Together Forever: Debbie Reynolds and Carrie Fisher to Have Joint Funeral

Todd Fisher was seen making the arrangements in California Thursday.

Debbie Reynolds and her beloved daughter Carrie Fisher — who died a day apart — will be memorialized together in a joint funeral.

Todd Fisher, Reynolds’ son, was seen leaving Memorial Park Cemetery in Westwood, California, Thursday.

Read: Debbie Reynolds Talks Death in Final Inside Edition Interview: 'I'm Going to Act Silly Until I Kick It'

An assistant was seen carrying a red outfit which is thought to be what the Singin’ in the Rain star will be laid to rest in. She was once photographed in the same outfit with her daughter.

Todd Fisher took to Twitter Thursday to mourn the loss of his mother and sister.

He released a touching sketch with his mother and sister wearing their iconic movie costumes – Carrie Fisher as Princess Leia and Reynolds wearing a raincoat and hat from Singin’ in the Rain.

This is a beautiful love story to witness in my 58 years. I miss them both so much. Love is everlasting

— Todd Fisher (@tafish) December 29, 2016

He captioned it: “This is a beautiful love story to witness in my 58 years. I miss them both so much. Love is everlasting.”

He also posted a photo of the iconic Graumans' Chinese Theater which was dimmed in honor of his late 84-year-old mom.

Grauman's Theater went dark for a few moments tonight to honor my Mother. We notice the acts of love everywhere #debbiereynolds

— Todd Fisher (@tafish) December 30, 2016

A TV appearance taped two weeks ago featuring the Star Wars actress’ 24-year-old daughter, Billie Lourd, on Late Night with Seth Meyers is making the rounds again. In it, she talks about how her grandmother tried to scare her away from acting.

The Scream Queens star recalled: “When I first started acting, everyone in my family didn't want me to act. I was really rebelling by doing this. So she called me down to her house and had this binder of these diaries that she had written when she first started doing Singin' in the Rain. She sat me down on her couch and said, ‘Okay, I need you to read these, dear,’ in her '50s actress voice. I started reading them to myself, and she said, ‘No dear, please read them out loud.’ I started reading them and they were all in second person.

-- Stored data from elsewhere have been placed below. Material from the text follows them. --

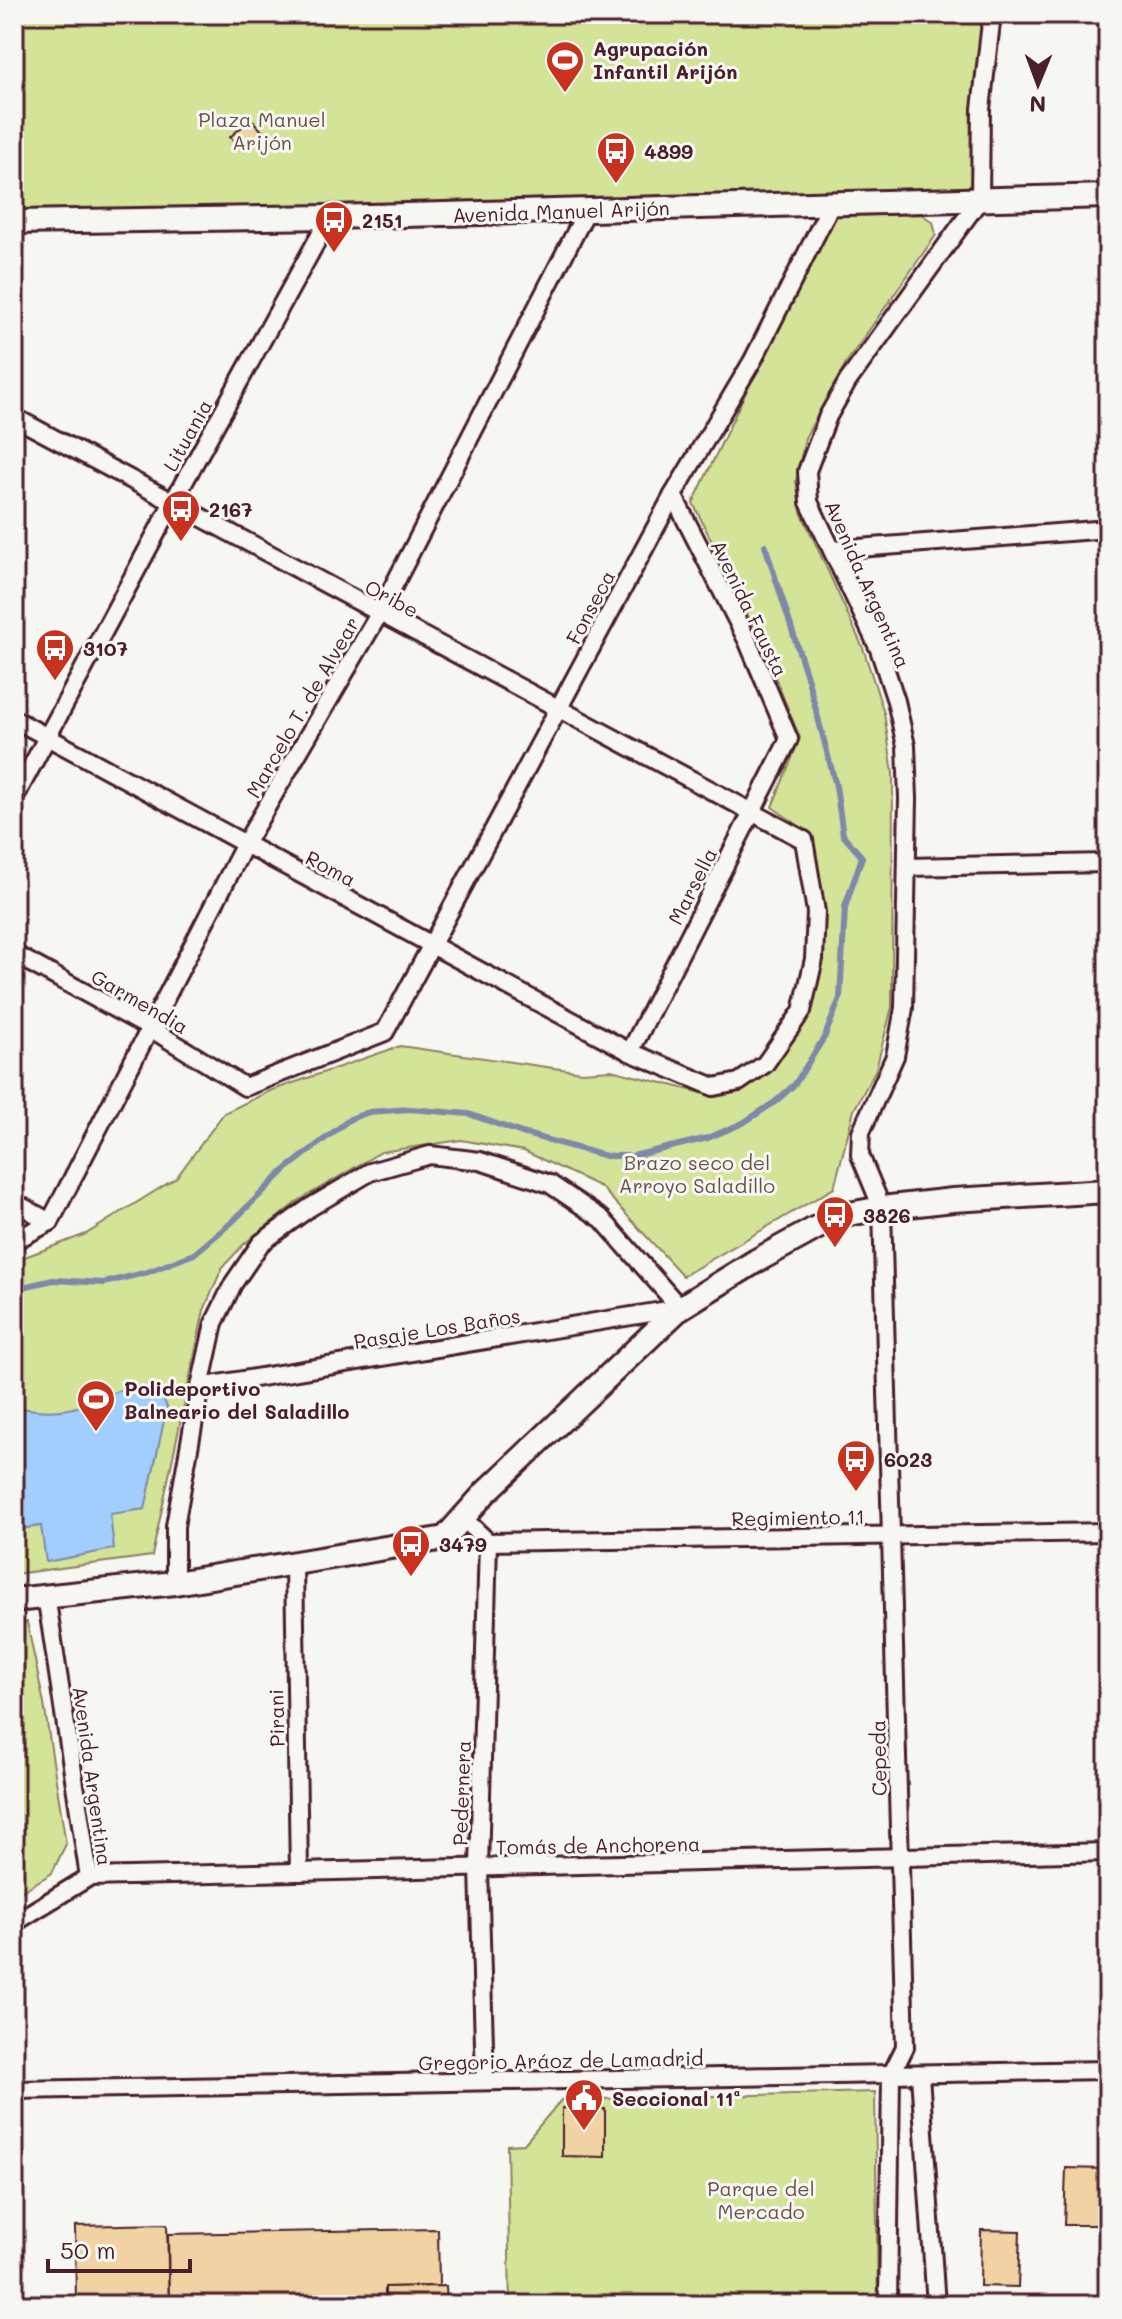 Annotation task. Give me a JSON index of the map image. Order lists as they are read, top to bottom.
{
  "streets": {
    "street": [
      "Avenida Manuel Arijón",
      "Lituania",
      "Avenida Argentina",
      "Oribe",
      "Fonseca",
      "Avenida Fausta",
      "Marcelo T. de Alvear",
      "Roma",
      "Marsella",
      "Garmendia",
      "Pasaje Los Baños",
      "Regimiento 11",
      "Pirani",
      "Cepeda",
      "Pedernera",
      "Tomás de Anchorena",
      "Gregorio Aráoz de Lamadrid"
    ]
  },
  "crossings": [
    ["Avenida Manuel Arijón", "Lituania"],
    ["Avenida Manuel Arijón", "Avenida Argentina"],
    ["Avenida Manuel Arijón", "Fonseca"],
    ["Avenida Manuel Arijón", "Marcelo T. de Alvear"],
    ["Lituania", "Oribe"],
    ["Lituania", "Roma"],
    ["Avenida Argentina", "Cepeda"],
    ["Avenida Argentina", "Tomás de Anchorena"],
    ["Oribe", "Fonseca"],
    ["Oribe", "Marcelo T. de Alvear"],
    ["Oribe", "Marsella"],
    ["Fonseca", "Avenida Fausta"],
    ["Fonseca", "Roma"],
    ["Fonseca", "Garmendia"],
    ["Avenida Fausta", "Marsella"],
    ["Marcelo T. de Alvear", "Roma"],
    ["Marcelo T. de Alvear", "Garmendia"],
    ["Roma", "Marsella"],
    ["Regimiento 11", "Cepeda"],
    ["Regimiento 11", "Pedernera"],
    ["Pirani", "Tomás de Anchorena"],
    ["Cepeda", "Tomás de Anchorena"],
    ["Cepeda", "Gregorio Aráoz de Lamadrid"],
    ["Pedernera", "Tomás de Anchorena"],
    ["Pedernera", "Gregorio Aráoz de Lamadrid"]
  ],
  "parks": ["Plaza Manuel Arijón", "Brazo seco del Arroyo Saladillo", "Parque del Mercado"],
  "places": {
    "sports": ["Agrupación Infantil Arijón", "Polideportivo Balneario del Saladillo"],
    "bus stop": [
      "4899",
      "2151",
      "2167",
      "3107",
      "3826",
      "6023",
      "3479"
    ],
    "public building": ["Seccional 11ª"]
  },
  "scale_bar": "50 m",
  "north": "bottom"
} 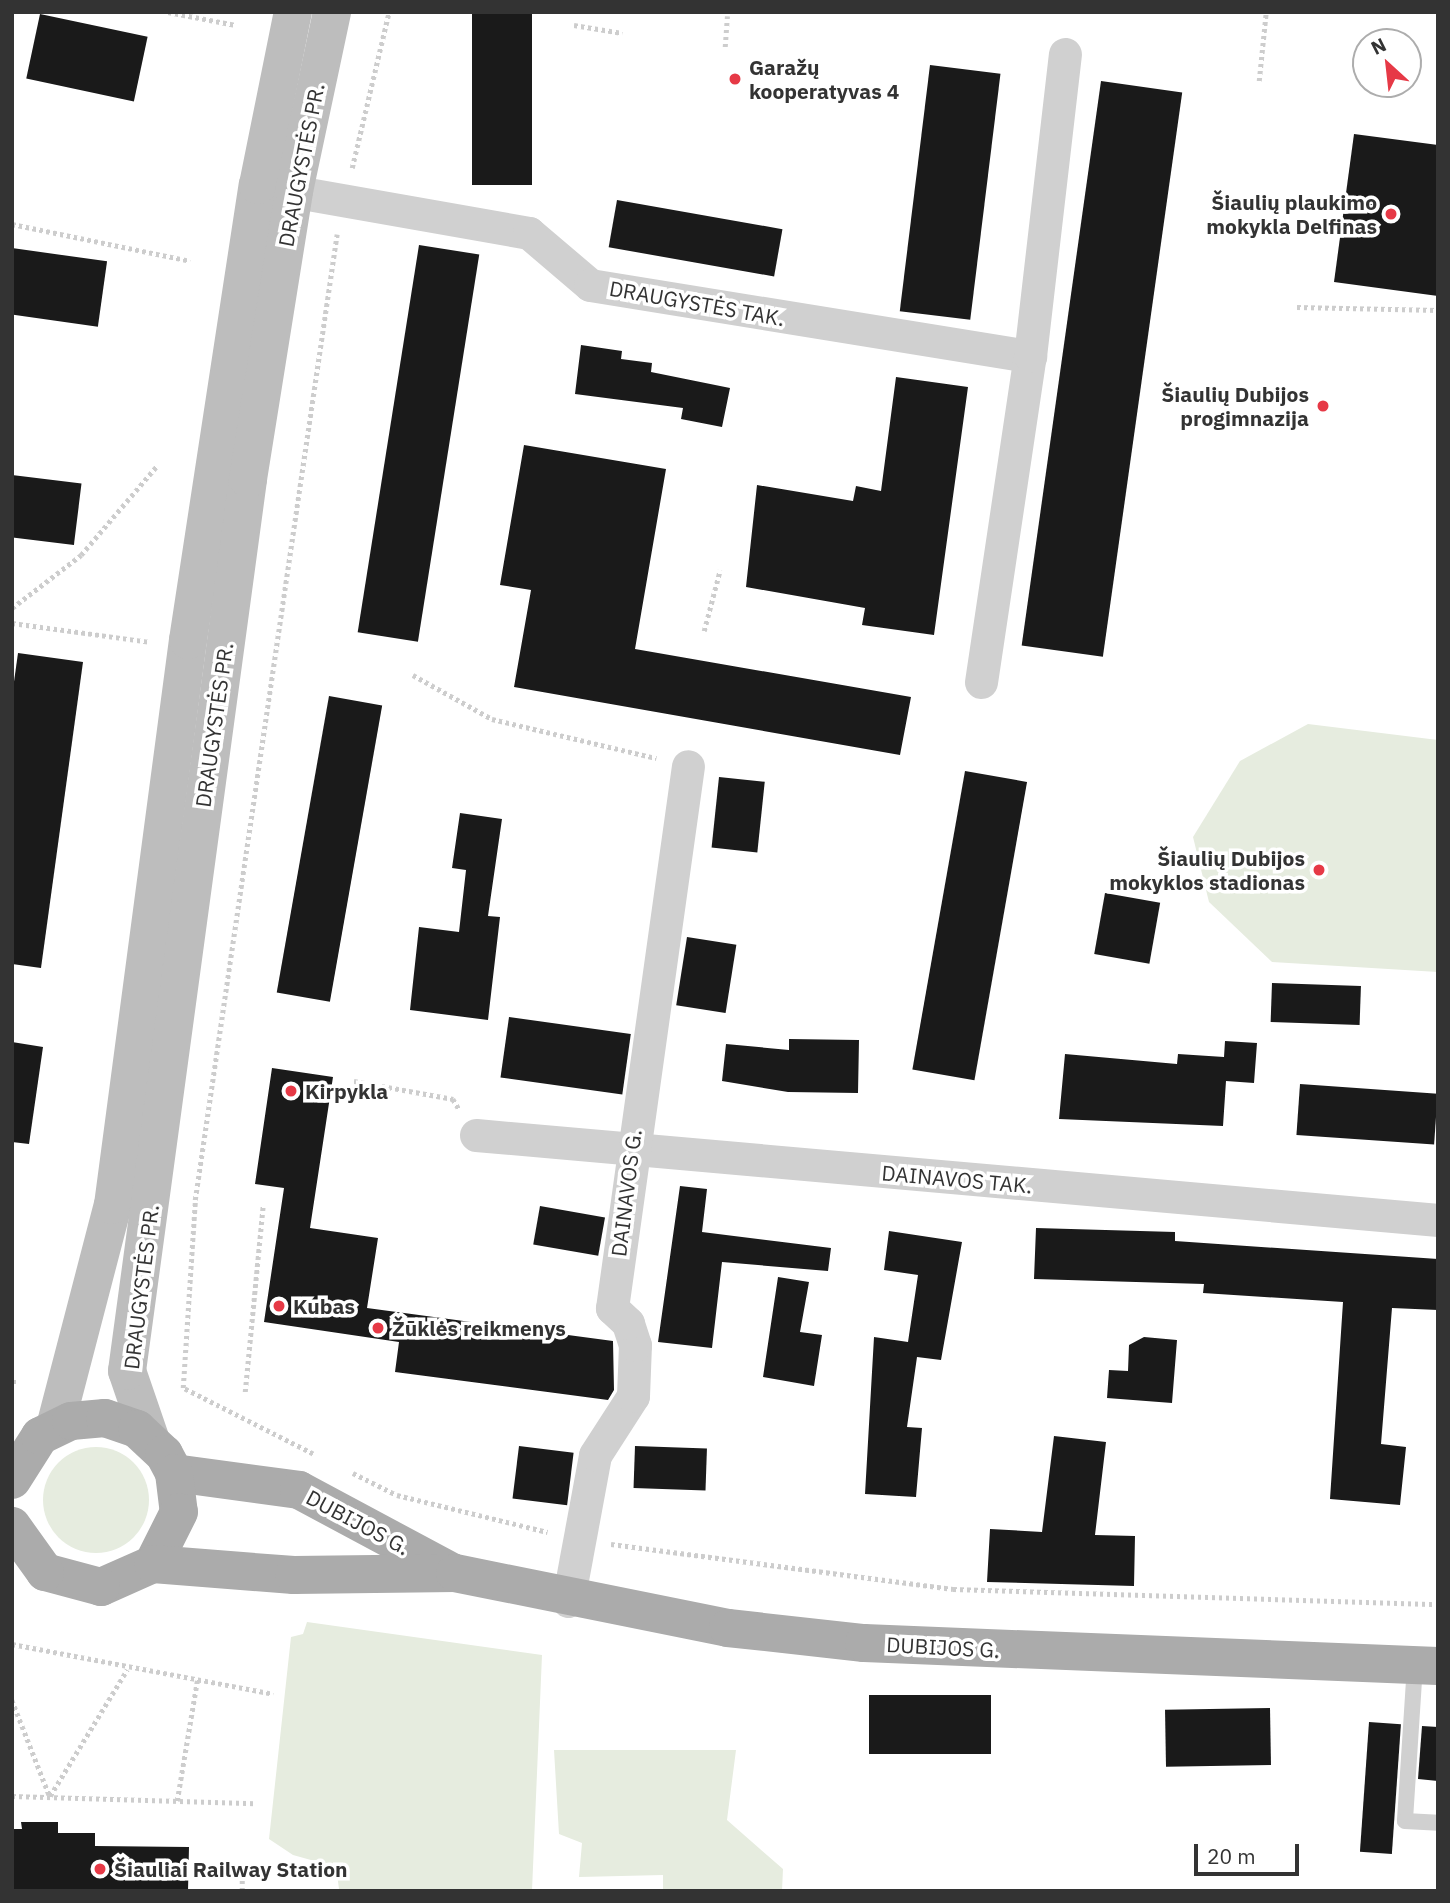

"They're somewhere along the lines of, 'you're sitting in the make-up chair, it's five in the morning, they've pulled out all of your eyebrows, and you have no eyelashes left, your hair is a shell of itself and all you wanted to be was a gym teacher.' I read this out loud and looked at her like, 'uh, okay.' And she looked at me so earnestly with her hands crossed in her lap and was like, ‘Are you sure you still want to be an actress, dear?’ I was like, ‘yeah, I think it's different now, I think I'm going to be able to keep my eyebrows. I don't think they're going to put a wig on me, I got long hair, it's fine. So, I'm gonna go for it.'"

Read: Frank Sinatra Once Wrote to George Michael at the Height of His Fame, Telling Him to 'Loosen Up'

Reynolds’ death came one day after her 60-year-old daughter died of a fatal heart attack.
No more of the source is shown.